(ENTRIES SHOWN begins)

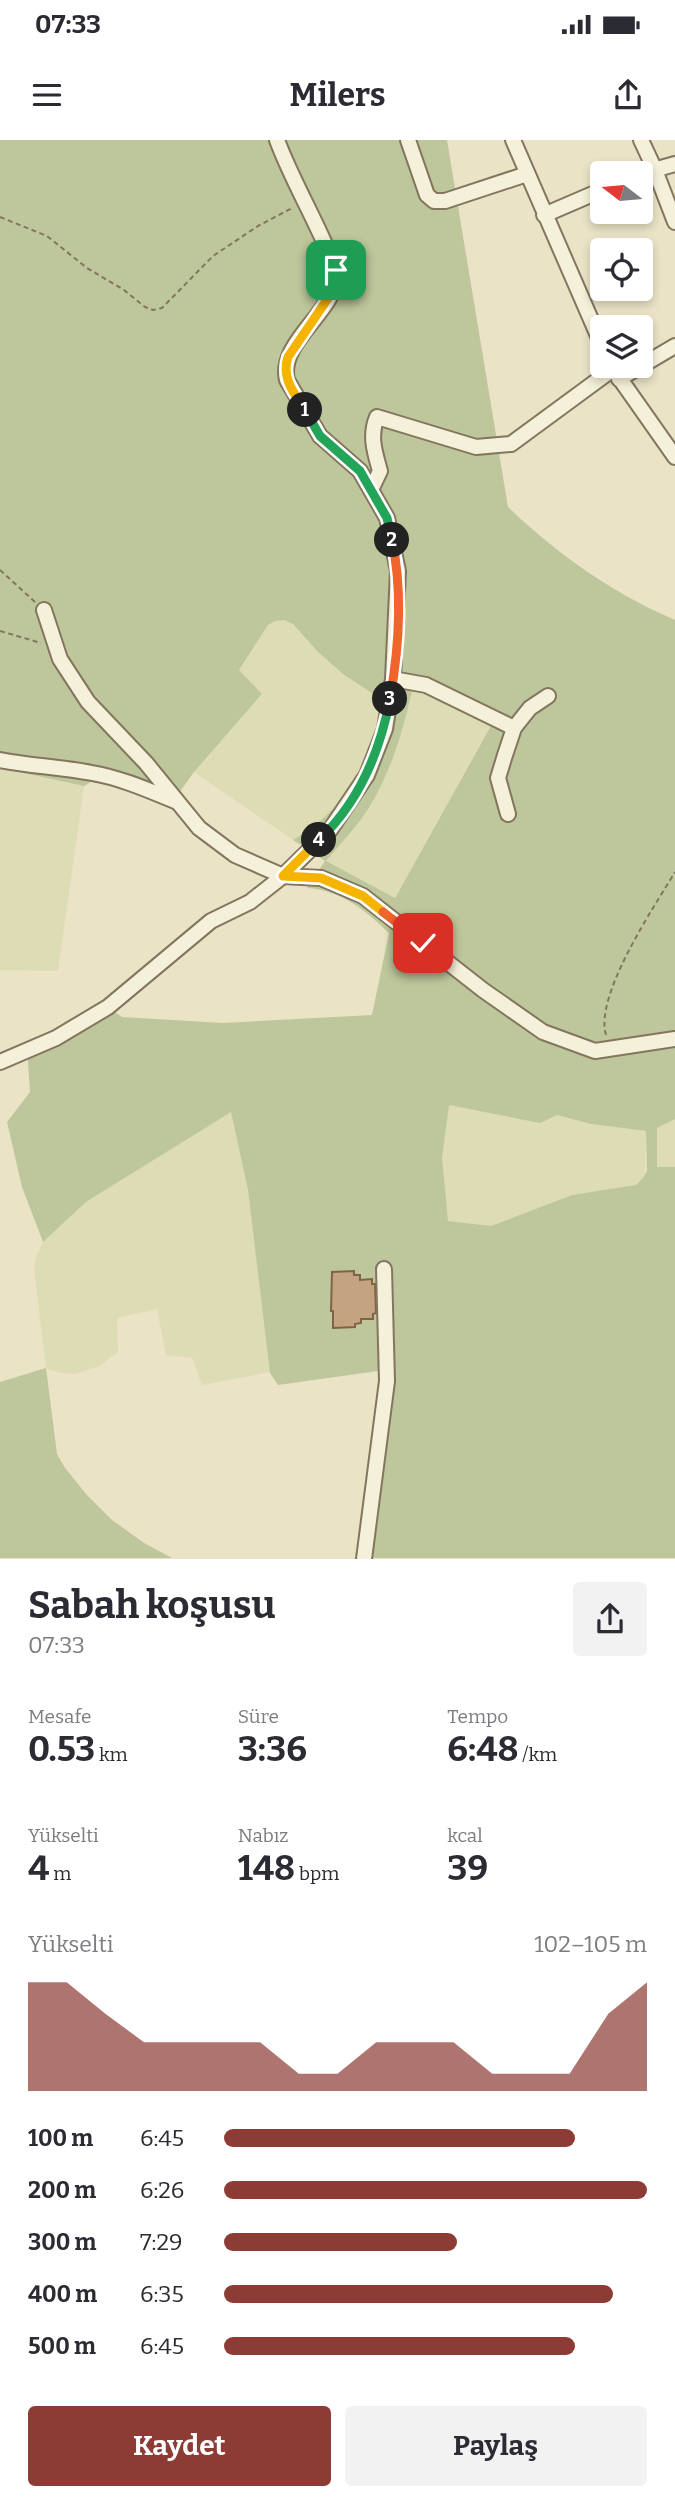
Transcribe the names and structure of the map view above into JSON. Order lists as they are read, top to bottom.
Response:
{
  "north": "left",
  "page": {
    "status": "07:33",
    "header": "Milers",
    "pins": [
      "1",
      "2",
      "3",
      "4"
    ],
    "heading": ["Sabah koşusu", "07:33"],
    "stats": [
      ["Mesafe", "0.53 km"],
      ["Süre", "3:36"],
      ["Tempo", "6:48 /km"],
      ["Yükselti", "4 m"],
      ["Nabız", "148 bpm"],
      ["kcal", "39"]
    ],
    "chart": ["Yükselti", "102–105 m"],
    "list": [
      {
        "name": "100 m",
        "note": "6:45"
      },
      {
        "name": "200 m",
        "note": "6:26"
      },
      {
        "name": "300 m",
        "note": "7:29"
      },
      {
        "name": "400 m",
        "note": "6:35"
      },
      {
        "name": "500 m",
        "note": "6:45"
      }
    ],
    "buttons": ["Kaydet", "Paylaş"]
  }
}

(ENTRIES SHOWN ends)

TASK PROMPT: The word is "Yükselti". Copy every line above where it appears.

OUTPUT:
      ["Yükselti", "4 m"],
    "chart": ["Yükselti", "102–105 m"],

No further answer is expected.